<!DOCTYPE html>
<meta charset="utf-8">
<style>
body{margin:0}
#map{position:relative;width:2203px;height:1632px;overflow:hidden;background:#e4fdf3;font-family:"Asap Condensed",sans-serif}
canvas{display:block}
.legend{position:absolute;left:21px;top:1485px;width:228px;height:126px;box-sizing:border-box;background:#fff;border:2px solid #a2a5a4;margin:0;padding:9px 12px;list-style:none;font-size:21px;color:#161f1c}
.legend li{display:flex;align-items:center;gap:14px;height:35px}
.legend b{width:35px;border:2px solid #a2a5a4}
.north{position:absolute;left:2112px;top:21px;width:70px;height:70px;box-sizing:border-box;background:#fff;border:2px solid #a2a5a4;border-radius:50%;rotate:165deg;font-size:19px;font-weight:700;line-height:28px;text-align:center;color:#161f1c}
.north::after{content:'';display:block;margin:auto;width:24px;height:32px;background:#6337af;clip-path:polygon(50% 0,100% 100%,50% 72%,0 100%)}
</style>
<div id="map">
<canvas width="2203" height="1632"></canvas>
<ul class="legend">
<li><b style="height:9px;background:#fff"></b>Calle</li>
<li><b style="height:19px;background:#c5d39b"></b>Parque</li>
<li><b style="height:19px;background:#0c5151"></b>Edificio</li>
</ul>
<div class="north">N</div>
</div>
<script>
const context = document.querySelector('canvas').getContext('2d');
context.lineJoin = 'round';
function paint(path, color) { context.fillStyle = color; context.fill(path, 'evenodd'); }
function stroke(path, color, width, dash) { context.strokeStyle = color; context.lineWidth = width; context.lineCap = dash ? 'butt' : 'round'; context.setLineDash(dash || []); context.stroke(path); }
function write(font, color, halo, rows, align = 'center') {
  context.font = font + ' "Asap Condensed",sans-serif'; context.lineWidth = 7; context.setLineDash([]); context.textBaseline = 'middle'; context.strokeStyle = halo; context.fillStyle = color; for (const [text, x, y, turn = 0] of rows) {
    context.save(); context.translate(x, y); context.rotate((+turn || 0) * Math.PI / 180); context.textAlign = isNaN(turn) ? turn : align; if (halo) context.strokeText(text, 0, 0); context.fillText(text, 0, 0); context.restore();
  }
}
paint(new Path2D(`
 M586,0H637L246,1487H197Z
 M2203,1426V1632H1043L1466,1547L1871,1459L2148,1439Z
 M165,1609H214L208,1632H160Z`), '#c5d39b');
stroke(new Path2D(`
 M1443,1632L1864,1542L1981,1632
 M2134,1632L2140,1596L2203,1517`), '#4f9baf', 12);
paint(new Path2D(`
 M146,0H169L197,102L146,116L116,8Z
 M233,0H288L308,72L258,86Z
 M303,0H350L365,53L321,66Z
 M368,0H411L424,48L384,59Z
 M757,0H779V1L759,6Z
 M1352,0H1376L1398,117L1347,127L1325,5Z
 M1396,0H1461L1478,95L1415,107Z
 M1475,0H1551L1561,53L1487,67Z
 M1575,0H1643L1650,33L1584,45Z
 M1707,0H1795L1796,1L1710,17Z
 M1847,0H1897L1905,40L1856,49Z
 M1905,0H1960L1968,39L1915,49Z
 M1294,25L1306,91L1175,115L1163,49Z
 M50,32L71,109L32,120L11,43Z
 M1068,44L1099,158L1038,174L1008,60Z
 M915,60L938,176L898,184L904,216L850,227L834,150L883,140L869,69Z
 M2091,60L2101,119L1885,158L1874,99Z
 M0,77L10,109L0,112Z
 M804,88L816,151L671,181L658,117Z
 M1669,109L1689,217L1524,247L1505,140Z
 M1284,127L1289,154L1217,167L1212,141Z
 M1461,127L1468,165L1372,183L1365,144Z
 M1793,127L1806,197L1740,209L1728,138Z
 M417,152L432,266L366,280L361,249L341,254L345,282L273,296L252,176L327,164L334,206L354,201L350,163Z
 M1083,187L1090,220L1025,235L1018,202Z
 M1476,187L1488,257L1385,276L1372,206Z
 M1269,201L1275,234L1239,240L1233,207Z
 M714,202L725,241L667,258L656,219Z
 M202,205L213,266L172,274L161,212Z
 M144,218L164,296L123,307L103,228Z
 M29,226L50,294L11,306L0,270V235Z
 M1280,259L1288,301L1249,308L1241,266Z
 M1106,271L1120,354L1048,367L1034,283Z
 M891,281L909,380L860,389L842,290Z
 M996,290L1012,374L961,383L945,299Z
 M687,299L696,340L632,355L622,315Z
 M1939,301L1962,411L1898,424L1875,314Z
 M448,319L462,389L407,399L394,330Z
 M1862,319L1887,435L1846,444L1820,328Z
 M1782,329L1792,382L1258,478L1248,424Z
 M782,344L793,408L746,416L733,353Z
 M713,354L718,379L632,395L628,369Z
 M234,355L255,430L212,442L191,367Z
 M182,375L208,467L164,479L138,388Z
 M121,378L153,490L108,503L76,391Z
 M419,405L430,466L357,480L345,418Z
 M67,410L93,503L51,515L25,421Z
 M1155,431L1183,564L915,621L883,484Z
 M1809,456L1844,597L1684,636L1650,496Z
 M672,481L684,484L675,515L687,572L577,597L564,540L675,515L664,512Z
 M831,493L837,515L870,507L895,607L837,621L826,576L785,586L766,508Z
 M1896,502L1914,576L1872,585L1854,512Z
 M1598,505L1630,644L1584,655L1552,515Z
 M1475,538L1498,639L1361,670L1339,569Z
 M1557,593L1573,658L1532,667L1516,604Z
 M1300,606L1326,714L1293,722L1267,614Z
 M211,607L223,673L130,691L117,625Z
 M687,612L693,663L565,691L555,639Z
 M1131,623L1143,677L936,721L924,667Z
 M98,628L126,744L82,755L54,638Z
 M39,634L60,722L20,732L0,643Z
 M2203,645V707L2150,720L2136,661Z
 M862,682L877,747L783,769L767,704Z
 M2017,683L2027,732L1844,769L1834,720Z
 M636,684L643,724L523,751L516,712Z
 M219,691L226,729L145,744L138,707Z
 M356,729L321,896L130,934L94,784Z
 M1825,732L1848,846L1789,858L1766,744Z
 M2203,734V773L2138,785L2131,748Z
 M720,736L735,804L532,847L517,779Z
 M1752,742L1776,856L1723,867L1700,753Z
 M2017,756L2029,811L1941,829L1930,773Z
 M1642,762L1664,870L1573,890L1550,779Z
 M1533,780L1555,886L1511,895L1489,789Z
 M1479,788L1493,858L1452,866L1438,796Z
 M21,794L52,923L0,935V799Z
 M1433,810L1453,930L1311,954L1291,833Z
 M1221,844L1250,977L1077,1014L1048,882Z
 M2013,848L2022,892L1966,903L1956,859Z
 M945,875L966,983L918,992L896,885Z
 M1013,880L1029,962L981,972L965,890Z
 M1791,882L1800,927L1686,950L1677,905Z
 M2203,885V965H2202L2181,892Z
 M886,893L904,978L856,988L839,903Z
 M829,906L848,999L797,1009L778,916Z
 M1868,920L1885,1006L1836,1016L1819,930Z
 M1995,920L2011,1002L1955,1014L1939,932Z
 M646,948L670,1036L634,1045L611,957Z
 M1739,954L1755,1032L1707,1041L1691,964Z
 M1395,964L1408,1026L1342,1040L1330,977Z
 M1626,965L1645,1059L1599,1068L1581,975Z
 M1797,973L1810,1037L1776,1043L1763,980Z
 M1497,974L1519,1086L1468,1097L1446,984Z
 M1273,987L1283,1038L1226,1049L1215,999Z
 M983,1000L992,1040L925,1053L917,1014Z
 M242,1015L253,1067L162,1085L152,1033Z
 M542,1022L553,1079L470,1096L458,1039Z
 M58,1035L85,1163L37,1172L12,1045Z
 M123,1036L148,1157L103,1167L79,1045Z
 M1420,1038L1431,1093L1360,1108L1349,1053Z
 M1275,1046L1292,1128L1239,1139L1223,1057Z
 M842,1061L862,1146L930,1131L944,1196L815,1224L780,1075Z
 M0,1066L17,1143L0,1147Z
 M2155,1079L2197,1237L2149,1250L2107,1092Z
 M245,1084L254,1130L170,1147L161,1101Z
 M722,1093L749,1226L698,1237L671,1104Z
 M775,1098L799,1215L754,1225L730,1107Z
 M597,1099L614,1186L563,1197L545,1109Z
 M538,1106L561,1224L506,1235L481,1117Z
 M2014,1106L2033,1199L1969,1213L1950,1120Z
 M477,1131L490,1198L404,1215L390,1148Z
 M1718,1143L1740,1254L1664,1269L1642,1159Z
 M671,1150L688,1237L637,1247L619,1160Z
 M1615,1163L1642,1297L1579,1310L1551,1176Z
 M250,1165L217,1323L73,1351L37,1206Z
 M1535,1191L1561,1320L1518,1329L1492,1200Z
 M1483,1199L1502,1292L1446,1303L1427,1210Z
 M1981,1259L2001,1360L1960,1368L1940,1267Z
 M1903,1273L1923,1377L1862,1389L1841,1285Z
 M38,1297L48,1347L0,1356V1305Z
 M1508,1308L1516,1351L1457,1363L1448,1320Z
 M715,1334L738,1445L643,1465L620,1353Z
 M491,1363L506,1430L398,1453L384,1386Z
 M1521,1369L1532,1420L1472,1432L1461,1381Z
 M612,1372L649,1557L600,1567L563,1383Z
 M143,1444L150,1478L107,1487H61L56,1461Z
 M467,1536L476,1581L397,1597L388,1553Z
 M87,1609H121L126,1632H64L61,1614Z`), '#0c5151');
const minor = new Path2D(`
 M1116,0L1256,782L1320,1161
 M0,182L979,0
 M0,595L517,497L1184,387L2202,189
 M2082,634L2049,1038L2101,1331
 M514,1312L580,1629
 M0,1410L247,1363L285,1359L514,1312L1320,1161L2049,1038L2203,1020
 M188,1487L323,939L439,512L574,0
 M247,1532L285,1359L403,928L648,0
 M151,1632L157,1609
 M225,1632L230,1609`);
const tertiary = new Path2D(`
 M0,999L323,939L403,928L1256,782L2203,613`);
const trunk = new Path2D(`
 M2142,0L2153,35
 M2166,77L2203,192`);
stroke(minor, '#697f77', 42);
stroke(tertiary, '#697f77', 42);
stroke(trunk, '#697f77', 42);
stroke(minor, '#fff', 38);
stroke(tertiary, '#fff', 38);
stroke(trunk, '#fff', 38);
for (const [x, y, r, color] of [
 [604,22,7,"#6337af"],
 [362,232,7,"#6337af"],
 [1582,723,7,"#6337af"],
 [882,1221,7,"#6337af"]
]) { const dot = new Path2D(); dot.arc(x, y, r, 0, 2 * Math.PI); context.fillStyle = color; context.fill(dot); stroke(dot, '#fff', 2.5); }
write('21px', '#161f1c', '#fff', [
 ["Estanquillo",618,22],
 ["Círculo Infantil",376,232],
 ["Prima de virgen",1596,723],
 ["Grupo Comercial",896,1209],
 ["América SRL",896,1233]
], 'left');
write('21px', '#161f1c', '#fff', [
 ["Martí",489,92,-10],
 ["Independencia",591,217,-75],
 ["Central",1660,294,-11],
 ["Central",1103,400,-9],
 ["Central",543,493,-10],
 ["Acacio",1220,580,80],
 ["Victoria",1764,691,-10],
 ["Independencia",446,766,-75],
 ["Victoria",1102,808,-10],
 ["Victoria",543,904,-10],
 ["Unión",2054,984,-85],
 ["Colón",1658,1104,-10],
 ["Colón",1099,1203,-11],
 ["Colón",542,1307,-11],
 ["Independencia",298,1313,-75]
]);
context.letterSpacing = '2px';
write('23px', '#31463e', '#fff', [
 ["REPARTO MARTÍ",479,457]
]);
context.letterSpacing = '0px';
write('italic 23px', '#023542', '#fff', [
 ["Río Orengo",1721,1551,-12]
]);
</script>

***

_Instructions to follow_: Every line in the data that holds the string "halo" should be returned.

_Written reply_:
function write(font, color, halo, rows, align = 'center') {
  context.font = font + ' "Asap Condensed",sans-serif'; context.lineWidth = 7; context.setLineDash([]); context.textBaseline = 'middle'; context.strokeStyle = halo; context.fillStyle = color; for (const [text, x, y, turn = 0] of rows) {
    context.save(); context.translate(x, y); context.rotate((+turn || 0) * Math.PI / 180); context.textAlign = isNaN(turn) ? turn : align; if (halo) context.strokeText(text, 0, 0); context.fillText(text, 0, 0); context.restore();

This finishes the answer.